К утру пришла домой. Валерка дверь открыл, я в ванную,
трясет всю, замерзла. Лицо умыла, а Валера в дверях стоял и смотрел на меня.
— Что, доваландалась со своими бандюгами?
— Пошел к черту! — заорала я и дверью хлопнула.
Лежала в горячей воде, все тело разламывалось, смотреть
страшно — цвет аккурат как у покойного Аркаши лицо: бледно-фиолетовый. Что ж
мне делать-то теперь?
Позвонила Таньке. Она через двадцать минут приехала, увидела
меня, ахнула.
— Ладка, убьет, зараза, мозгов мало, а злобы…
Я на диване сидела, раскачивалась из стороны в сторону, как
шалтай-болтай.
— Что делать, а? — спросила подругу.
— К тетке моей поедешь, — решила Танька, — в
деревню. Отсидишься. Не боись. Где наша не пропадала, и здесь прорвемся.
* * *
В субботу Танька в деревне появилась. Гостинцев привезла,
несколько книжек.
— Как ты? — спросила.
— За грибами хожу.
— Дело хорошее.
Сели с ней на пригорке, курим.
— Как Димка?
— Забудь. Сгорел парень. И душу себе не трави. Без
толку. Эх, говорила я тебе… ладно.
— Что в городе, дела как?
— Плохи дела. У Лома мозгов маловато. Лезет напролом.
Если в неделю все не приберет, знаешь, что будет?

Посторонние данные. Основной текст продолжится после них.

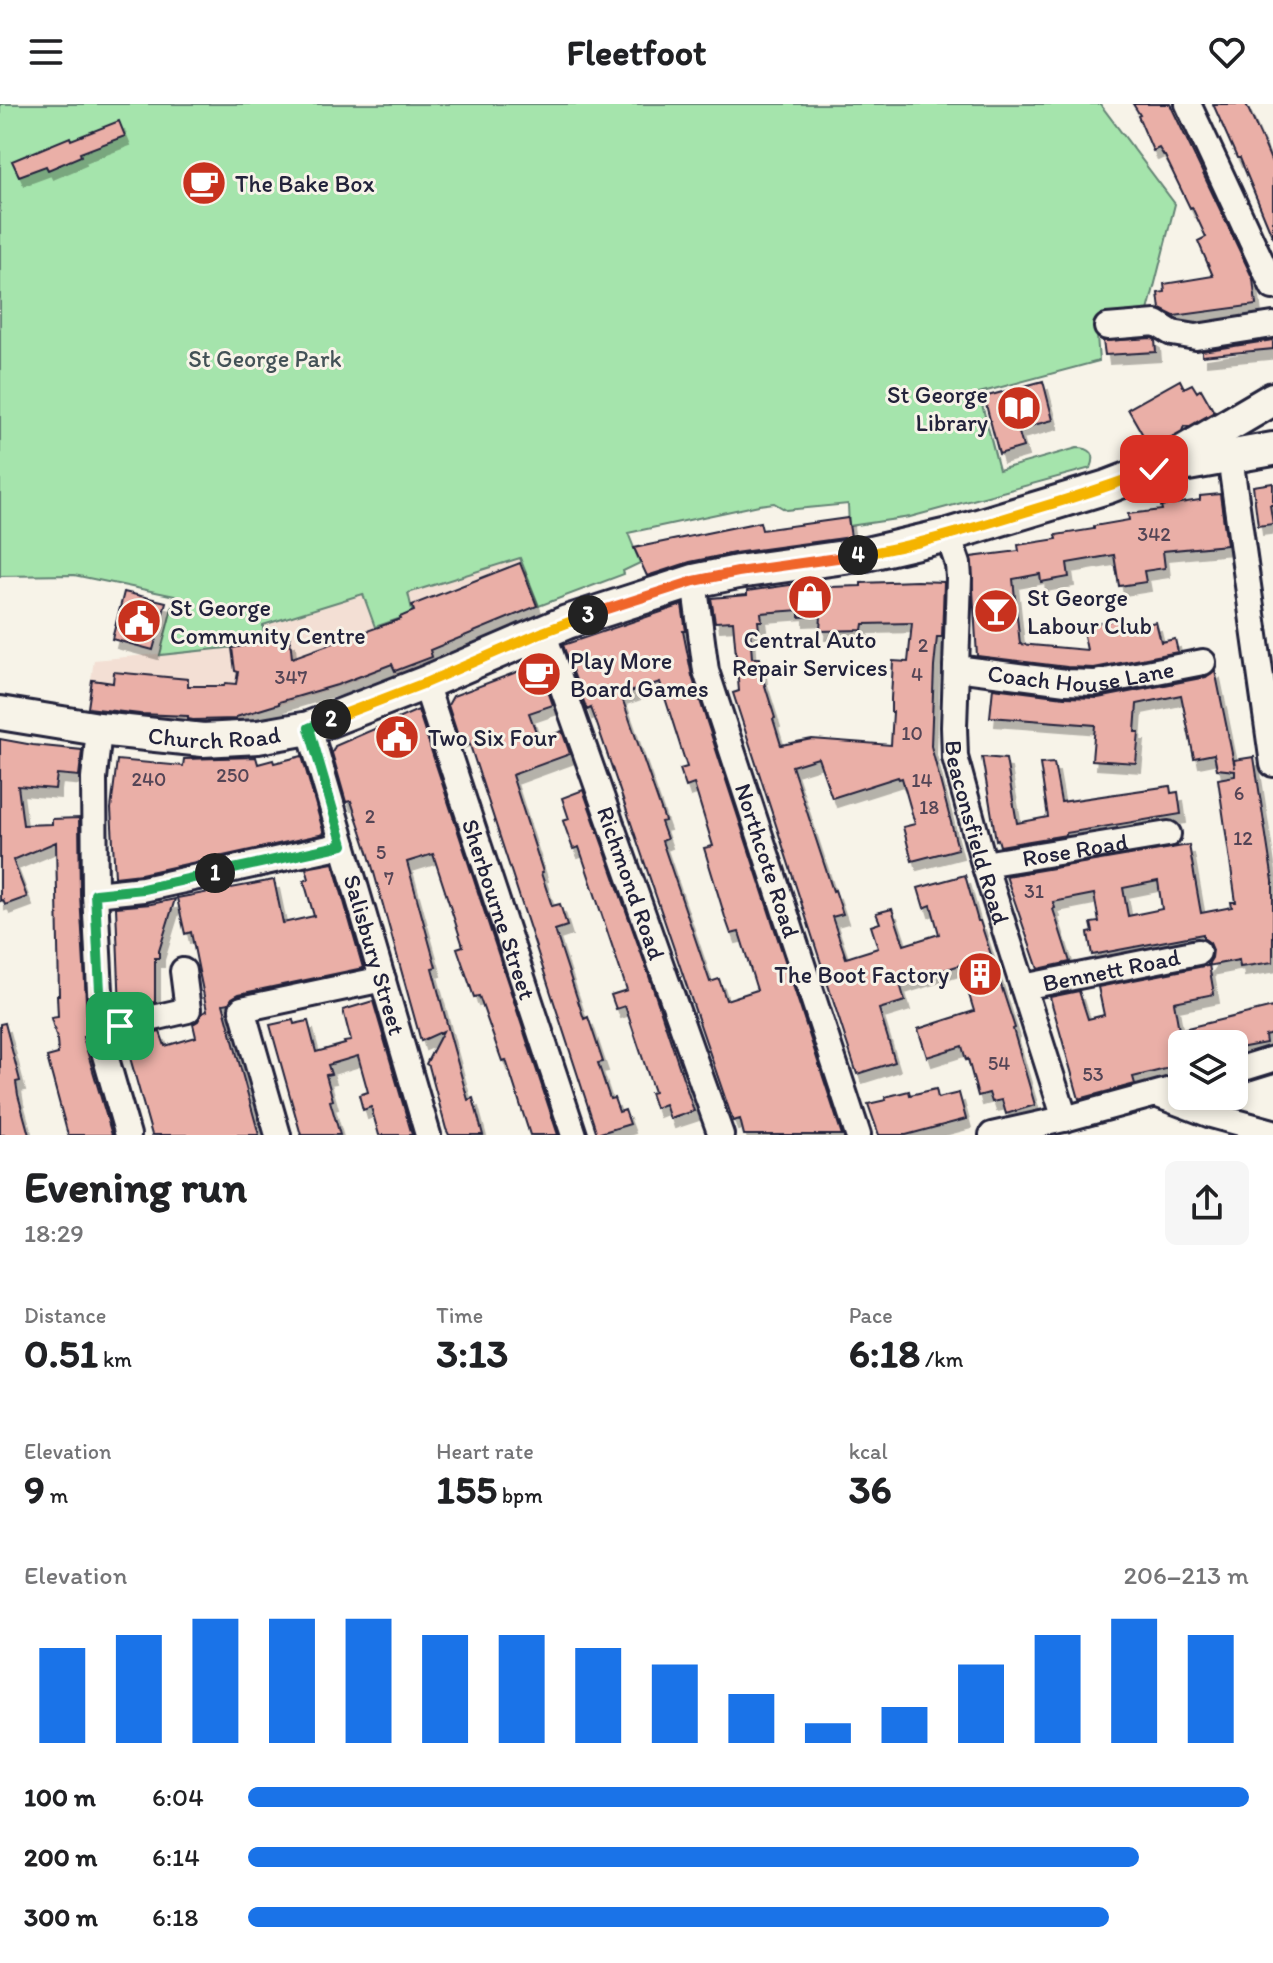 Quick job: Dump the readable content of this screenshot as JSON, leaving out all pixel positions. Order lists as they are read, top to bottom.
{
  "streets": {
    "main road": ["Church Road"],
    "street": [
      "Coach House Lane",
      "Beaconsfield Road",
      "Rose Road",
      "Northcote Road",
      "Richmond Road",
      "Sherbourne Street",
      "Salisbury Street",
      "Bennett Road"
    ]
  },
  "crossings": [
    ["Coach House Lane", "Beaconsfield Road"],
    ["Church Road", "Beaconsfield Road"],
    ["Church Road", "Northcote Road"],
    ["Church Road", "Richmond Road"],
    ["Church Road", "Sherbourne Street"],
    ["Church Road", "Salisbury Street"],
    ["Beaconsfield Road", "Rose Road"],
    ["Beaconsfield Road", "Bennett Road"]
  ],
  "parks": ["St George Park"],
  "places": {
    "cafe": ["The Bake Box", "Play More Board Games"],
    "library": ["St George Library"],
    "shop": ["Central Auto Repair Services"],
    "bar": ["St George Labour Club"],
    "public building": ["St George Community Centre", "Two Six Four"],
    "building": ["The Boot Factory"]
  },
  "house_numbers": [
    "342",
    "2",
    "4",
    "347",
    "10",
    "250",
    "240",
    "14",
    "6",
    "18",
    "2",
    "12",
    "5",
    "7",
    "31",
    "54",
    "53"
  ],
  "page": {
    "header": "Fleetfoot",
    "pins": [
      "4",
      "3",
      "2",
      "1"
    ],
    "heading": ["Evening run", "18:29"],
    "stats": [
      ["Distance", "0.51 km"],
      ["Time", "3:13"],
      ["Pace", "6:18 /km"],
      ["Elevation", "9 m"],
      ["Heart rate", "155 bpm"],
      ["kcal", "36"]
    ],
    "chart": ["Elevation", "206–213 m"],
    "list": [
      {
        "name": "100 m",
        "note": "6:04"
      },
      {
        "name": "200 m",
        "note": "6:14"
      },
      {
        "name": "300 m",
        "note": "6:18"
      }
    ]
  }
}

— Знаю, — кивнула, — война.
— Вот-вот, — горестно сказала Танька.
Последний раз воевали два года назад. Но тогда Аркаша был
жив, великий стратег и учитель. А Лом в тот раз такую звериную повадку показал,
что даже бывалые мужики ахнули, конкуренты по щелям расползлись и затихли.
Аркаша и тот перепугался. Теперь все по-другому будет. На одном зверстве далеко
не уедешь, мозги нужны, а где они у Лома? Дружки одеяло на себя потянут. Танька
дымом пыхнула, посмотрела вдаль и сказала:
— Если Лому сейчас не помочь, сомнут его. Он и концов
не ухватит.
— Ты что это? — вскинулась я. — Ты что,
Танька? Он Димку подставил, он, подлюга, надо мной так измывался, что
рассказать стыдно…
— Оно конечно, — вздохнула Танька. — Хотя и
его понять можно, каково ему знать, что ты его на Димку променяла? Гонор. Опять
же, не чужие. Ты прикинь, если Лома сомнут, кто всем заправлять будет? Не к
каждому подъедешь. А Лом хоть и подлюга, да свой, душа родная. Надо бы помочь.

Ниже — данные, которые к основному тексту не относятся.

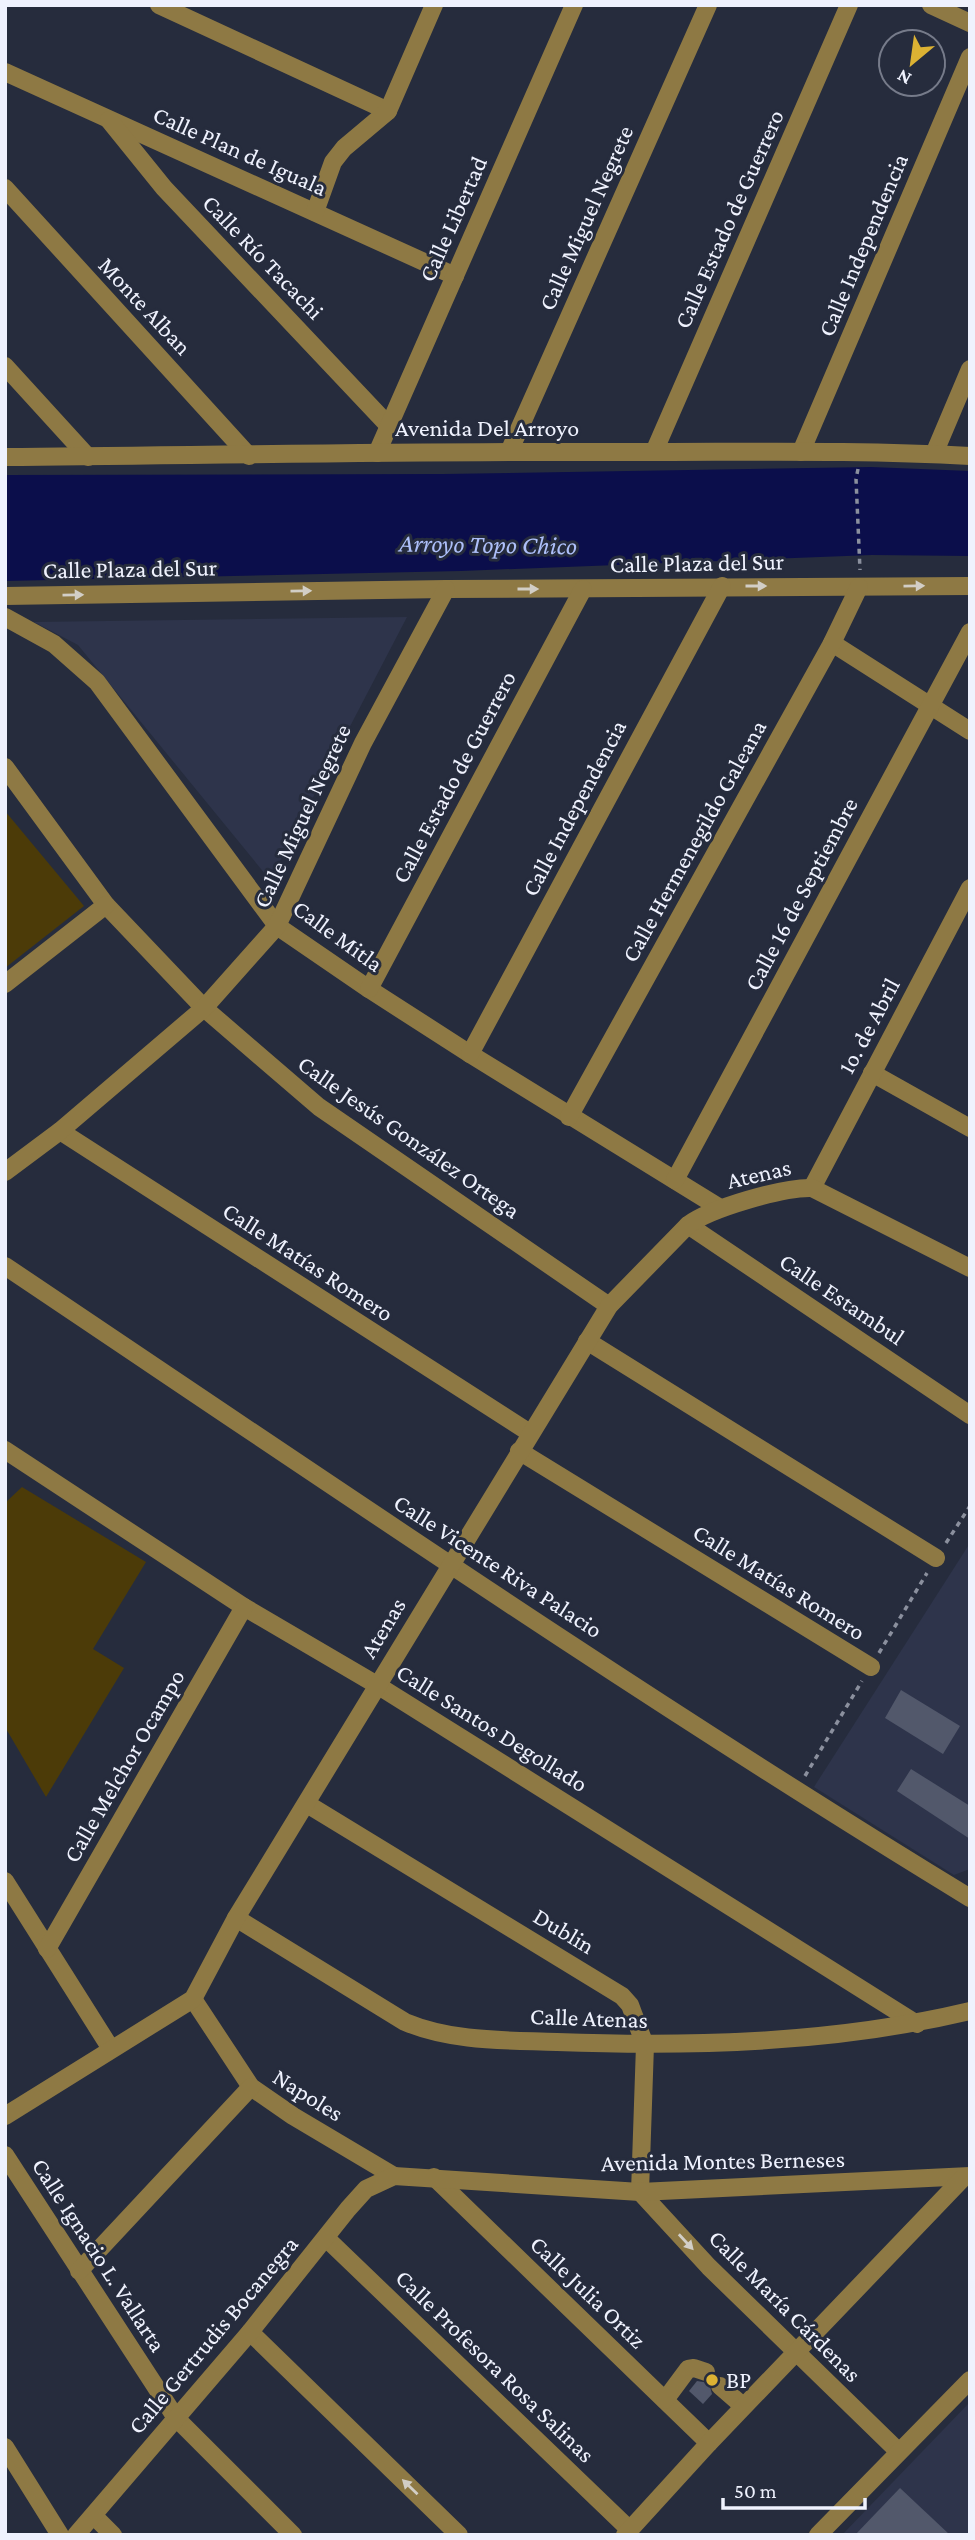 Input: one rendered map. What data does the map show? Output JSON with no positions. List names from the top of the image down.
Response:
{
  "streets": {
    "street": [
      "Calle Plan de Iguala",
      "Calle Miguel Negrete",
      "Calle Libertad",
      "Calle Estado de Guerrero",
      "Calle Independencia",
      "Calle Río Tacachi",
      "Monte Alban",
      "Avenida Del Arroyo",
      "Calle Plaza del Sur",
      "Calle Hermenegildo Galeana",
      "Calle 16 de Septiembre",
      "Calle Mitla",
      "1o. de Abril",
      "Calle Jesús González Ortega",
      "Atenas",
      "Calle Matías Romero",
      "Calle Estambul",
      "Calle Vicente Riva Palacio",
      "Calle Santos Degollado",
      "Calle Melchor Ocampo",
      "Dublin",
      "Calle Atenas",
      "Napoles",
      "Avenida Montes Berneses",
      "Calle Ignacio L. Vallarta",
      "Calle Julia Ortiz",
      "Calle María Cárdenas",
      "Calle Gertrudis Bocanegra",
      "Calle Profesora Rosa Salinas"
    ]
  },
  "crossings": [
    ["Calle Plan de Iguala", "Calle Libertad"],
    ["Calle Plan de Iguala", "Calle Río Tacachi"],
    ["Calle Miguel Negrete", "Avenida Del Arroyo"],
    ["Calle Miguel Negrete", "Calle Plaza del Sur"],
    ["Calle Miguel Negrete", "Calle Mitla"],
    ["Calle Miguel Negrete", "Calle Jesús González Ortega"],
    ["Calle Miguel Negrete", "Calle Matías Romero"],
    ["Calle Libertad", "Calle Río Tacachi"],
    ["Calle Libertad", "Avenida Del Arroyo"],
    ["Calle Estado de Guerrero", "Avenida Del Arroyo"],
    ["Calle Estado de Guerrero", "Calle Plaza del Sur"],
    ["Calle Estado de Guerrero", "Calle Mitla"],
    ["Calle Independencia", "Avenida Del Arroyo"],
    ["Calle Independencia", "Calle Plaza del Sur"],
    ["Calle Independencia", "Calle Mitla"],
    ["Monte Alban", "Avenida Del Arroyo"],
    ["Calle Plaza del Sur", "Calle Hermenegildo Galeana"],
    ["Calle Hermenegildo Galeana", "Calle Mitla"],
    ["Calle 16 de Septiembre", "Calle Mitla"],
    ["Calle Mitla", "Atenas"],
    ["1o. de Abril", "Atenas"],
    ["Calle Jesús González Ortega", "Atenas"],
    ["Atenas", "Calle Matías Romero"],
    ["Atenas", "Calle Estambul"],
    ["Atenas", "Calle Vicente Riva Palacio"],
    ["Atenas", "Calle Santos Degollado"],
    ["Atenas", "Dublin"],
    ["Atenas", "Calle Atenas"],
    ["Atenas", "Napoles"],
    ["Calle Santos Degollado", "Calle Melchor Ocampo"],
    ["Calle Santos Degollado", "Calle Atenas"],
    ["Dublin", "Calle Atenas"],
    ["Dublin", "Avenida Montes Berneses"],
    ["Dublin", "Calle María Cárdenas"],
    ["Napoles", "Avenida Montes Berneses"],
    ["Napoles", "Calle Gertrudis Bocanegra"],
    ["Avenida Montes Berneses", "Calle Julia Ortiz"],
    ["Avenida Montes Berneses", "Calle María Cárdenas"],
    ["Avenida Montes Berneses", "Calle Gertrudis Bocanegra"],
    ["Calle Ignacio L. Vallarta", "Calle Gertrudis Bocanegra"],
    ["Calle Gertrudis Bocanegra", "Calle Profesora Rosa Salinas"]
  ],
  "one_way": ["Calle Plaza del Sur", "Calle María Cárdenas"],
  "water": ["Arroyo Topo Chico"],
  "places": ["BP"],
  "scale_bar": "50 m",
  "north": "bottom left"
}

— Танька, ты ж говорила, отойдем по-умному, чтоб рожи
бандитские не видеть, а?
Танька опять вздохнула.
— Ох, Ладка, куда отходить-то, сто раз кругом
повязаны. — Прикурила сигарету, посмотрела вдаль и добавила:
— Вот что, подруга, ты кашу заварила, тебе и расхлебывать.
А мне ехать надо.
И уехала.
На следующий день я сидела на веранде, грибки на ниточку
нанизывала, слышу, вошел кто-то. Обернулась — в дверях Лом, плечом косяк
подпирает. Улыбнулся и запел:
— Ладушка, соскучился я.
— Уйди, подлюга, — сказала я и аж заревела с
досады.
Лом подошел, сел напротив, взял меня за руку.
— Ладушка, давай мириться, а? Ну погорячился я. Сама
виновата. Я ж к тебе со всей душой, верил тебе, может, только тебе в жизни-то и
верил, а ты меня на щенка променяла, ноги об меня вытерла. Ну что теперь?
Помиримся, Ладушка.
— И не подумаю. Сомнут тебя, и поделом. Будешь на рынке
с торгашей червонцы сшибать.
Лом погладил мою руку, спросил, блудливо кривя губы:
— Синяки прошли?
— Нет.
Подошел, наклонился к самому лицу:
— Я наставил, я и залижу. Ну, Ладушка, миримся?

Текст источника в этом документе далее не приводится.